▶ TASK DATA:
..........
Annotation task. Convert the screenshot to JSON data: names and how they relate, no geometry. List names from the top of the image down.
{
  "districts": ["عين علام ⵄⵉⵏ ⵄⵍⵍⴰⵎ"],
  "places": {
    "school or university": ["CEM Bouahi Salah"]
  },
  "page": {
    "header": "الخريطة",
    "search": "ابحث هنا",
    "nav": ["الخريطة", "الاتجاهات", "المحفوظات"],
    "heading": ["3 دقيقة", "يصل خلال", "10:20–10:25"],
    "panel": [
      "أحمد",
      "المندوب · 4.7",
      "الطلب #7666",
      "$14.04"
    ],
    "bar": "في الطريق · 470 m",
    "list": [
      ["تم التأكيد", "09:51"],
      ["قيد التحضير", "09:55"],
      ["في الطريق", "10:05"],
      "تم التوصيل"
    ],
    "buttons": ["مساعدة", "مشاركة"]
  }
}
..........
▶ TASK STATEMENT: Give every entry back unchanged. Leave none out.

▶ REPLY TO THE EXERCISE:
Annotation task. Convert the screenshot to JSON data: names and how they relate, no geometry. List names from the top of the image down.
{
  "districts": ["عين علام ⵄⵉⵏ ⵄⵍⵍⴰⵎ"],
  "places": {
    "school or university": ["CEM Bouahi Salah"]
  },
  "page": {
    "header": "الخريطة",
    "search": "ابحث هنا",
    "nav": ["الخريطة", "الاتجاهات", "المحفوظات"],
    "heading": ["3 دقيقة", "يصل خلال", "10:20–10:25"],
    "panel": [
      "أحمد",
      "المندوب · 4.7",
      "الطلب #7666",
      "$14.04"
    ],
    "bar": "في الطريق · 470 m",
    "list": [
      ["تم التأكيد", "09:51"],
      ["قيد التحضير", "09:55"],
      ["في الطريق", "10:05"],
      "تم التوصيل"
    ],
    "buttons": ["مساعدة", "مشاركة"]
  }
}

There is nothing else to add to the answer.